High Doses of Triptorelin Needed for Ovarian Suppression in SLE
High doses tolerated by adolescent female patients with childhood-onset SLE
MONDAY, May 4, 2015 (HealthDay News) -- For female patients with childhood-onset systemic lupus erythematosus (SLE) who require treatment with cyclophosphamide, sustained complete ovarian suppression is achieved in 90 percent of the patients with triptorelin at a weight-adjusted dose of 120 µg/kg body weight, according to a study published in the May issue of Arthritis & Rheumatology.
Hermine I. Brunner, M.D., from the Cincinnati Children's Hospital Medical Center, and colleagues sought to determine the dose and duration of triptorelin that is sufficient to maintain complete ovarian suppression in patients with childhood-onset SLE who require cyclophosphamide. The team randomized female patients aged younger than 21 years to receive triptorelin (25 patients) or placebo (six patients) to determine the weight-adjusted dose of triptorelin that provided complete ovarian suppression in at least 90 percent of the patients.
The researchers found that sustained complete ovarian suppression in 90 percent of the patients was achieved with triptorelin at a weight-adjusted dose of 120 µg/kg body weight. Twenty-two days were required to achieve complete ovarian suppression after administration of the initial dose of triptorelin. Per 100 patient-months of follow-up the rates of adverse events (AEs) and serious adverse events (SAEs) were not higher in the triptorelin group versus the placebo group (189 versus 362 AEs; 2.1 versus 8.5 SAEs).

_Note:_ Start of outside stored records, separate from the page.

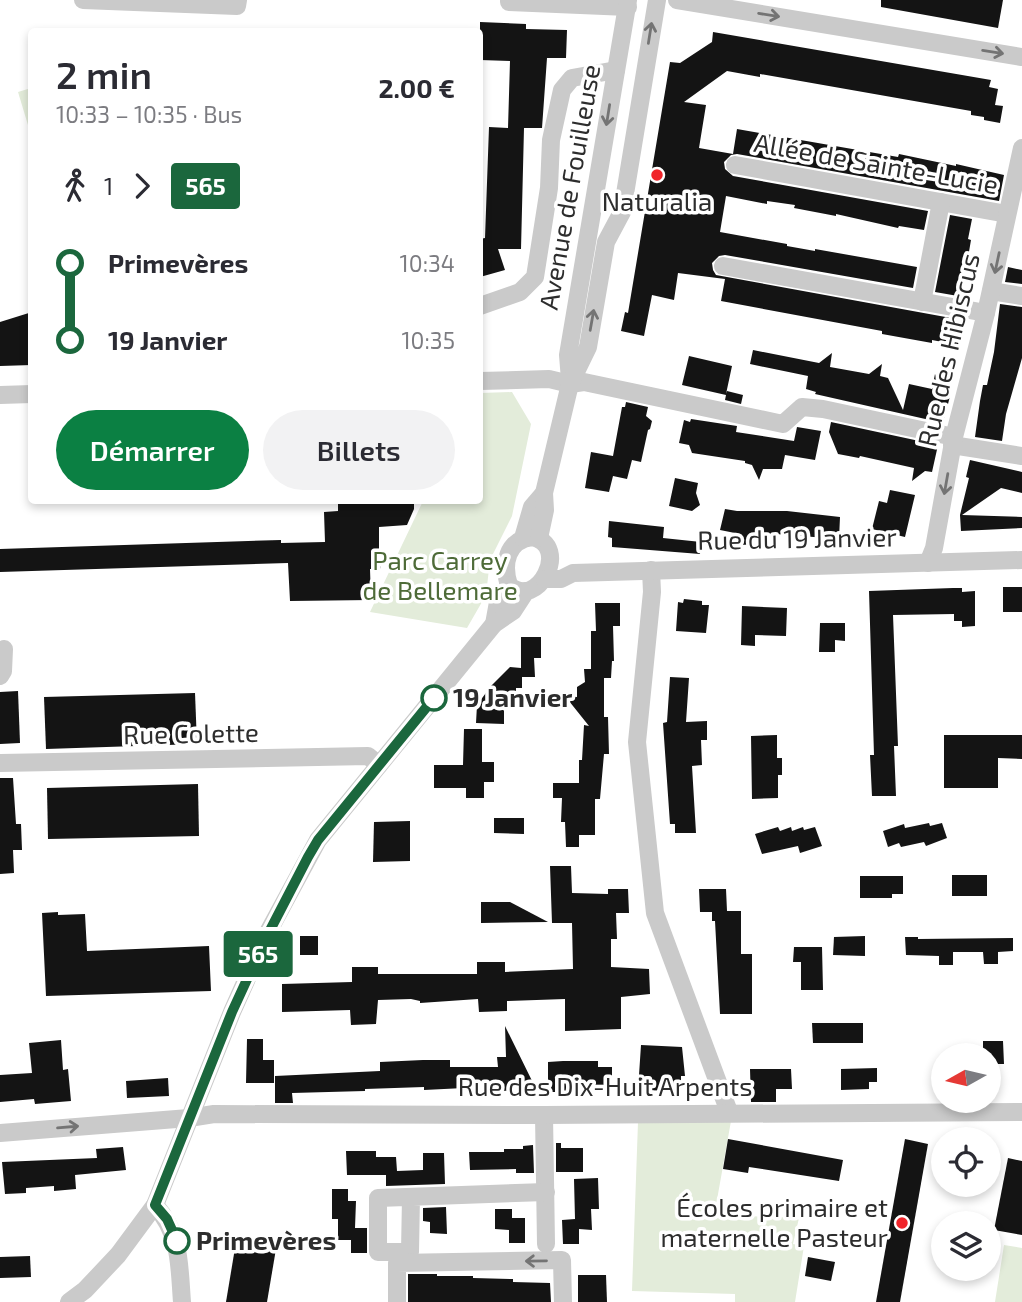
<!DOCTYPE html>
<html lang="fr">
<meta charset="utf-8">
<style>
body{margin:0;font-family:"Exo 2",sans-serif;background:#f2f2f3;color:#2b2b33;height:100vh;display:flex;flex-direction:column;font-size:26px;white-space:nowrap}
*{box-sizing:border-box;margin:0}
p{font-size:23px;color:#7c7c81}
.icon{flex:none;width:38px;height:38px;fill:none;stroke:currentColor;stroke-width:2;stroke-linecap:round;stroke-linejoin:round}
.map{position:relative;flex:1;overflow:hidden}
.details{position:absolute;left:28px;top:28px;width:455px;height:476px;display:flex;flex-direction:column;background:#fff;border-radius:7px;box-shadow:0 4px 10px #0003}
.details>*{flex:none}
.badge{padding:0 14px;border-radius:5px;font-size:24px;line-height:46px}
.needle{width:46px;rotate:262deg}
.fabs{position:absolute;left:931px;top:1043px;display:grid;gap:14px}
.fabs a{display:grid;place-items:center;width:70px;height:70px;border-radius:50%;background:#fff;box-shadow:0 4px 10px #0003;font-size:35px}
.map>.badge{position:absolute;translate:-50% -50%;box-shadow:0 0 0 4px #fff}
.legs{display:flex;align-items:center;gap:10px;height:77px;padding:0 28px;font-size:23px}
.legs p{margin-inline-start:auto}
.head{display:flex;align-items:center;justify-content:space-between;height:119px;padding:0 28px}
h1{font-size:38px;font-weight:600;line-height:52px}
.cta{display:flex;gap:14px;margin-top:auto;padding:14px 28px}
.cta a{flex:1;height:80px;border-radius:42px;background:#0b8043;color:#fff;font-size:28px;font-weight:600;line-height:80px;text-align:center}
.cta a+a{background:#f2f2f3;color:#2b2b33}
ul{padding:0 28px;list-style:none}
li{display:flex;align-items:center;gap:24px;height:77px;font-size:26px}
li i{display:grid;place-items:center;width:10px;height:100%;margin:0 9px;background:currentColor}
li i::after{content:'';width:18px;height:18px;margin:-9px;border:5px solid;border-radius:50%;background:#fff}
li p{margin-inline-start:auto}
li:first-child i{background:linear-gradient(#0000 50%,currentColor 0)}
li:last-child i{background:linear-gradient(currentColor 50%,#0000 0)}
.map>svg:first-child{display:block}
.green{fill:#e3ecda}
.building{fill:#141414}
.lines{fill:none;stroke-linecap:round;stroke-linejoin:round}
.minor{stroke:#cacaca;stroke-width:18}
.oneway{stroke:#747474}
.line-1-casing{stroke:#fff;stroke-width:16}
.line-1{stroke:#1b673d;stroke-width:10}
.poi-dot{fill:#f0242a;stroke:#fff;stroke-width:2.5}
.stop-1-dot{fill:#fff;stroke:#1b673d;stroke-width:3.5}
.labels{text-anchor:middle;stroke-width:7;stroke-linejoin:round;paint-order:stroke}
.street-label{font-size:26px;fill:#2d2d2d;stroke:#fff}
.poi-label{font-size:26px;fill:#2d2d2d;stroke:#fff}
.park-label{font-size:26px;fill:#4e6b38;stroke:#fff}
.stop-label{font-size:26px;font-weight:bold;fill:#2d2d2d;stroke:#fff;text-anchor:start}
</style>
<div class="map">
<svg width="1022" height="1302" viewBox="0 0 1022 1302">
<rect width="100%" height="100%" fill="#fff"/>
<!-- green -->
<g class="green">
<path d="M31,88h1l-1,47 -13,-43z"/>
<path d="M512,392l19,32 -19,92 -22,44 -4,35 -19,33 -97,-16 53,-111 57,-1v-107z"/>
<path d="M731,1121l-16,90 31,5 53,2 -6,26 11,2 -9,56h-60v-8l-103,-3 6,-169z"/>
<path d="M1004,1245l18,3v54h-27z"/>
</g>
<!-- building -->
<g class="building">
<path d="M881,0h122l-5,28 -117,-21z"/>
<path d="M480,22l46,2v5l41,1 -1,28h-19l-5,70h-18l-3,121h-23l7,21 -25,7v-38l5,-1 4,-111 19,1 2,-67 -30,-1z"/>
<path d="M713,32l278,48 -2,7 9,2 -3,16 8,1 -3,17 -16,-3v-3l-13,-2v-4l-211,-37v3l-33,-6 -43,31 22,3 -7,43 34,6 4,-25 161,28 1,-3 57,12v-2l48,11 -5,26 -262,-47 -6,1 -7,7 1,7 8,7 195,35 -4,19 -25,-4 -1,2 -62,-14v2l-42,-8 1,-3 -28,-4v3l-41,-8 -6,36 67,12v2l28,5v-2l102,18 -4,21 -188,-33 -6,1 -7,7 1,7 3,5 246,45 -4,25 -26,-5v3l-50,-9v-3l-161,-30 4,-22 -47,-6 -4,27 -22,-5 -8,41 -23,-5 4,-19 3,1 42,-251 10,1 32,-21z"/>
<path d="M950,215l22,4 -4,20 3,1 -6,35 -3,-1 -4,22 -23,-4z"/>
<path d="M1008,267l14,3v14l-17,-2z"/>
<path d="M1000,304l22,3v51l-16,56 -4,27 -27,-4 5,-36 3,-16h4l7,-33z"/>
<path d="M32,312v53l-32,1v-44z"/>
<path d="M753,350l66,13 13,-10 -2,14 39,7 13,-10 -2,12 8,2 15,32 6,-26 23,5 3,-15 8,16 8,2 -7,28 -1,3 -128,-29 1,-2 -10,-3 2,-13 -58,-12z"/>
<path d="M689,356l43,10 -6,28 1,-3 16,4 -2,9 -16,-4 1,-5 -44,-10z"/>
<path d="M626,402l22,5 -2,9 6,5 -2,8 -2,1 -7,32 -9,-2 -5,19 -14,-3 -4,16 -24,-4 6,-36 22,4 9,-49h3z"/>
<path d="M691,419l46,7 -1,6 58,9 3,-14 24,4 -6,29 -30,-5 -3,14h-19l-4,11 -7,-15 -7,-2v-2l-53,-8 -3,-8 -10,-2 5,-23 6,2z"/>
<path d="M831,422l107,23 -6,27 -7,-1 -13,10 2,-13 -54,-12 -1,2 -21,-4 -9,-22z"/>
<path d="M970,460l52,12v21l-21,-5 -39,27 60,2v11l-61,3 -1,-16 9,-37 -3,-1z"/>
<path d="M675,478l23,5 -2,10 4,12 -8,6 -23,-5z"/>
<path d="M890,490l25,5 -10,42 -33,-8 7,-28 8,2z"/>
<path d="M338,500h76v9l-7,16 -28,2v27l3,2 -2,13h-10l1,31 -81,1 -2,-38 -288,9v-23l281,-9v3l44,-1 -1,-30 14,-1z"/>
<path d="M725,509l12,2h50l53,6 -1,22 -63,-5v3h-5v7l-36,1v-12l-15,-3z"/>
<path d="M609,521l55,6 -1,11 38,4 -1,12 -88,-7v-9l-4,-1z"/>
<rect x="1003" y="587" width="19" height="25"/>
<path d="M953,588h9v4l13,-1v35l-13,1v-6h-8v-7l-61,1 5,131h-4l2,50h-24l-2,-41h4l-5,-164z"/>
<path d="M684,599l18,2v4h7l-3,28 -30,-2 2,-29 5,1z"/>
<path d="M595,603h25v23h-7l1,35h-2l-1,17h-7v39h4l1,37h-5l-4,45h-5v36h-16v12h-13l-1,-25h-4l1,-24h-9v-15h26v-23h3l2,-35 5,1 -24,-30 12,1v-10l8,-5 -1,-13h7v-38h5z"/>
<path d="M742,606l45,2 -1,28 -31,-1v11l-14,-1z"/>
<path d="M820,623h25v18l-10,-1v12h-16z"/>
<path d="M521,637h20v21h-7l1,19h-13v11h-6v7h-9v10l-3,3v16l-28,-1 1,-18 14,-19 19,-19 11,1z"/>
<path d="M670,677l19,1 -3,44 21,-1v19h-6l1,25 -10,1 4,67h-21v-9h-5l-7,-101 4,-1z"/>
<path d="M18,691l2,52 -20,1v-52z"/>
<path d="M195,693l2,51 -151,5 -2,-52z"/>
<path d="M464,729h18v33h12v20h-10v16h-18v-10h-32v-23h29z"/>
<path d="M777,735v23h5v17h-4v23l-26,1 -1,-63z"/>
<path d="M944,735h78v24l-24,-1v30h-54z"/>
<path d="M0,778h13l3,46h5l1,26h-9l1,23 -14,1z"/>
<path d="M198,784l1,52 -151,3 -1,-51z"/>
<path d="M494,818h30v16l-30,-1z"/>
<path d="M410,821v40l-37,1 1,-40z"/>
<path d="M929,823l1,3 12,-3 5,15 -21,8 -2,-4 -23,5 -2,-4 -11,4 -5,-16 21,-7 1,4z"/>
<path d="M778,827l2,4 11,-4 1,4 11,-4 1,3 11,-3 7,19 -22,7 -2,-7 -36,8 -7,-20z"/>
<path d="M550,866h21l1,27 36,1v-5h20l1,24h-13l1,26h-6v28l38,2 1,25 -29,3v32l-56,2v-32l-58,2v10l-28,1 -1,-13 -58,4v-2l-9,-2 -33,1 -2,24 -25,1 -1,-15 -68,2v-28l70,-2v-15h26v7h99v-12h28v10l68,-3 -1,-46h-20z"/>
<rect x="952" y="875" width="35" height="21"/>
<path d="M860,876h43v18h-11v4h-32z"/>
<path d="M699,889h27l1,22h14v43h11v60h-32l-5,-93h-3v-9h-12z"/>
<path d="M481,902h29l38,20 -67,1z"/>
<path d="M58,912v3l27,-1 2,37 122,-5 2,45 -165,5 -4,-83z"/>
<rect x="300" y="936" width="18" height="19"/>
<path d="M865,936v20l-32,-1 1,-18z"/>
<path d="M905,937h13v2l95,-1v13l-15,1v12h-14l-1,-12h-30v13h-14v-9l-33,-1z"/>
<path d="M794,947h28l1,43h-22v-28h-8z"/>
<path d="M812,1023h51v20h-50z"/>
<path d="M505,1026l33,67h-20v-3l-54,3v-5l-40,2v-3l-59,2v2l-73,2 1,10h-18v-27l105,-5v-9l43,-2h27v7h48l-1,-10h9z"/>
<path d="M247,1039h16v21h11v23h-28z"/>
<path d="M61,1040l2,30 5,-1 3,32 -36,3 -1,-5 -34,3v-27l32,-2 -3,-30z"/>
<path d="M983,1041h20l1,23h-15v-9h-6z"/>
<path d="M641,1045l41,2 3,29h-4v15l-43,-1z"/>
<path d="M563,1061h35v6h14v21h-40v4h-24v-30z"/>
<path d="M877,1068v14h-8v7l-28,1v-21z"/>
<path d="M750,1069h41l1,20h-16v13h-25z"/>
<path d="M168,1078l1,18 -42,2 -1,-17z"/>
<path d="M728,1139l115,21 -4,21 -90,-14 -1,6 -25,-4z"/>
<path d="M905,1139l23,5 -28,158h-24z"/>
<path d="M556,1143h5v5h22v24h-27z"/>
<path d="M533,1145l1,28h-18v-4l-46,1 -1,-18h35v-3h19v-3z"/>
<path d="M123,1147l3,23 -51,5 1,14 -22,2v-5l-28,2v5l-21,1 -3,-32 95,-4 -1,-9z"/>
<path d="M346,1151h30v6h20l1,14 26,-1v-17h21l1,31 -59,2v-11h-39z"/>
<path d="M1008,1158l14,3v74l-28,-5z"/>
<path d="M598,1178l1,31h-8l1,21 -13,-1v15h-16l-1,-24 13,-1 -1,-40z"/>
<path d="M332,1189h16v12h8l-1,27h12v25h-16v-13h-13v-21h-6z"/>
<path d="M446,1207l1,27 -17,-1v-11l-7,-1v-13z"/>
<path d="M495,1209h17v9h13v25h-16v-13l-14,-1z"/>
<path d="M237,1236l40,7 -10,59h-41z"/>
<path d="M30,1256l1,21 -31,1v-21z"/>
<path d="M808,1257l27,5 -4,19 -26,-5z"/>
<path d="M408,1274h29v2h36v2l40,1v3l37,1 1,19h-143z"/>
<path d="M578,1275h28l1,27h-29z"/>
</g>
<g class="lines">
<!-- minor -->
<g class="minor">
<path d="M83,0l154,6 1,-6"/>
<path d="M509,0v2l119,5"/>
<path d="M677,0l345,57"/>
<path d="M735,165l272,49"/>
<path d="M723,266l263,47"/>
<path d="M991,291l31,5"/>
<path d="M922,302l19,-100"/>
<path d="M480,306l40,-14 15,-15 14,-89 2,-48 11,-50 10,-12 44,-8"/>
<path d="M570,380l-2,-25 60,-355"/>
<path d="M480,381l69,-2 21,5 14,-2 199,42 19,-17 21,2 131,28"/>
<path d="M0,395l32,-1"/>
<path d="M952,445l70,11"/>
<path d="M532,537c40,8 5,75 -23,48 -7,-21 -2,-45 23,-48z"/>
<path d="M523,538l9,-31 12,-14"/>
<path d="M539,538l6,-28 -1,-17 26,-109 18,-37 18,-105 16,-30 35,-212"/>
<path d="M928,563l6,-15 20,-111 32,-124 36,-165"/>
<path d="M651,570l1,22 -15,150 18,171 74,199"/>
<path d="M545,579h16l12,-6 449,-13"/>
<path d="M494,624l4,-22 11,-17"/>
<path d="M0,676l3,-5 1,-22"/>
<path d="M0,763l368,-7 11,9"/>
<path d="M544,1115l2,129"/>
<path d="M0,1133l189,-15 25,-4 330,1 478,-3"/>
<path d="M411,1197l-1,55h-32v-54l168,-6"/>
<path d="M155,1205c26,30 24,59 27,97"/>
<path d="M69,1302l16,-12 33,-35 37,-50 77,-193 34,-76 52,-96 176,-216 19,-13 13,-20"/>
<path d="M397,1302v-39l165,-3 1,42"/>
</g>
</g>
<!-- one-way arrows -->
<defs><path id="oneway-shaft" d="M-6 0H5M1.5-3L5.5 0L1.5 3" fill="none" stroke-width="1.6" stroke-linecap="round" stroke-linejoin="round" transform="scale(1.75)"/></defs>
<g class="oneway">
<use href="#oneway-shaft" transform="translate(769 15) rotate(9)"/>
<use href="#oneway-shaft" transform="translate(650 33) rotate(-81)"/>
<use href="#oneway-shaft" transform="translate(993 52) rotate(9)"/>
<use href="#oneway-shaft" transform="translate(608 115) rotate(99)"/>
<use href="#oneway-shaft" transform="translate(997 263) rotate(102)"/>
<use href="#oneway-shaft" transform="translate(592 320) rotate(-80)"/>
<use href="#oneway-shaft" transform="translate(946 484) rotate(100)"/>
<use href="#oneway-shaft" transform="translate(68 1127) rotate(-5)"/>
<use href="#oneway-shaft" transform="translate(536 1261) rotate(179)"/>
</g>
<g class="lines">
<!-- line-1 casing -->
<g class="line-1-casing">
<path id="line-1" d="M177,1241l-10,-22 -12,-14 77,-193 35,-76 41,-79 10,-17 116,-142"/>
</g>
<!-- line-1 -->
<use href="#line-1" class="line-1"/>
</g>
<!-- markers -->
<g class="poi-dot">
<circle cx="657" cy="175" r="7"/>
<circle cx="902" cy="1223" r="7"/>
</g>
<g class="stop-1-dot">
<circle cx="434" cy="698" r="12"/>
<circle cx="177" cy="1241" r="12"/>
</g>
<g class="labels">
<!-- street labels -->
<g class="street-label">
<text transform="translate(876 164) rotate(10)" y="9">Allée de Sainte-Lucie</text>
<text transform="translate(570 187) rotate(-80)" y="9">Avenue de Fouilleuse</text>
<text transform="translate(949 350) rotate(-77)" y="9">Rue des Hibiscus</text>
<text transform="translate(797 539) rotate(-1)" y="9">Rue du 19 Janvier</text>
<text transform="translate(191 734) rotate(-1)" y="9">Rue Colette</text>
<text x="605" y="1096">Rue des Dix-Huit Arpents</text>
</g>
<!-- poi labels -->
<g class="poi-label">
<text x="657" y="211">Naturalia</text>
<text x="888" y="1217" text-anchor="end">Écoles primaire et<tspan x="888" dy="30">maternelle Pasteur</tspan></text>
</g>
<!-- park labels -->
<g class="park-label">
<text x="440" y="570">Parc Carrey<tspan x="440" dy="30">de Bellemare</tspan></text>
</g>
<!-- stop labels -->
<g class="stop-label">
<text x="453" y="707">19 Janvier</text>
<text x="196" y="1250">Primevères</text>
</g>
</g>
</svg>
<div class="fabs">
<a><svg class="needle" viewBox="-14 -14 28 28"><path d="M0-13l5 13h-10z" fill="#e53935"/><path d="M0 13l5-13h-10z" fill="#7c7c81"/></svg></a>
<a><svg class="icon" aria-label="locate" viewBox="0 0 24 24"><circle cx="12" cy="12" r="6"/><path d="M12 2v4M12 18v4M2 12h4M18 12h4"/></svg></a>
<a><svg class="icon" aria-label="layers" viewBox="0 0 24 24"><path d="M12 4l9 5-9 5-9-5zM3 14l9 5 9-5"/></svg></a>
</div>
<b class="badge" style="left:258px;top:954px;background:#1b673d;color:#fff">565</b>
<section class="details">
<div class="head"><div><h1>2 min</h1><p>10:33 – 10:35 · Bus</p></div><b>2.00 €</b></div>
<div class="legs"><svg class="icon" aria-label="walk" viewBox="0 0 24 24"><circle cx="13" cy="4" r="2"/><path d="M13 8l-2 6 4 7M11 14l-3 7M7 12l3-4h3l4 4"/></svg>1<svg class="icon" aria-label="forward" viewBox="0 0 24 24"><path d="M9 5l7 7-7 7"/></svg><b class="badge" style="background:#1b673d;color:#fff">565</b></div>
<ul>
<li><i style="color:#1b673d"></i><b>Primevères</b><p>10:34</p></li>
<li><i style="color:#1b673d"></i><b>19 Janvier</b><p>10:35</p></li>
</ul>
<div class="cta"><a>Démarrer</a><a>Billets</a></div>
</section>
</div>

"High doses of triptorelin are needed to achieve and maintain complete ovarian suppression, but such doses appear to be well tolerated in adolescent female patients with childhood-onset SLE," the authors write. "Our data suggest that a lag time of 22 days after initiation of triptorelin treatment is required before cyclophosphamide therapy is started or continued."
One author disclosed financial ties to the pharmaceutical industry. Watson Pharmaceuticals provided funding of study medication and monitoring of the site in Brazil.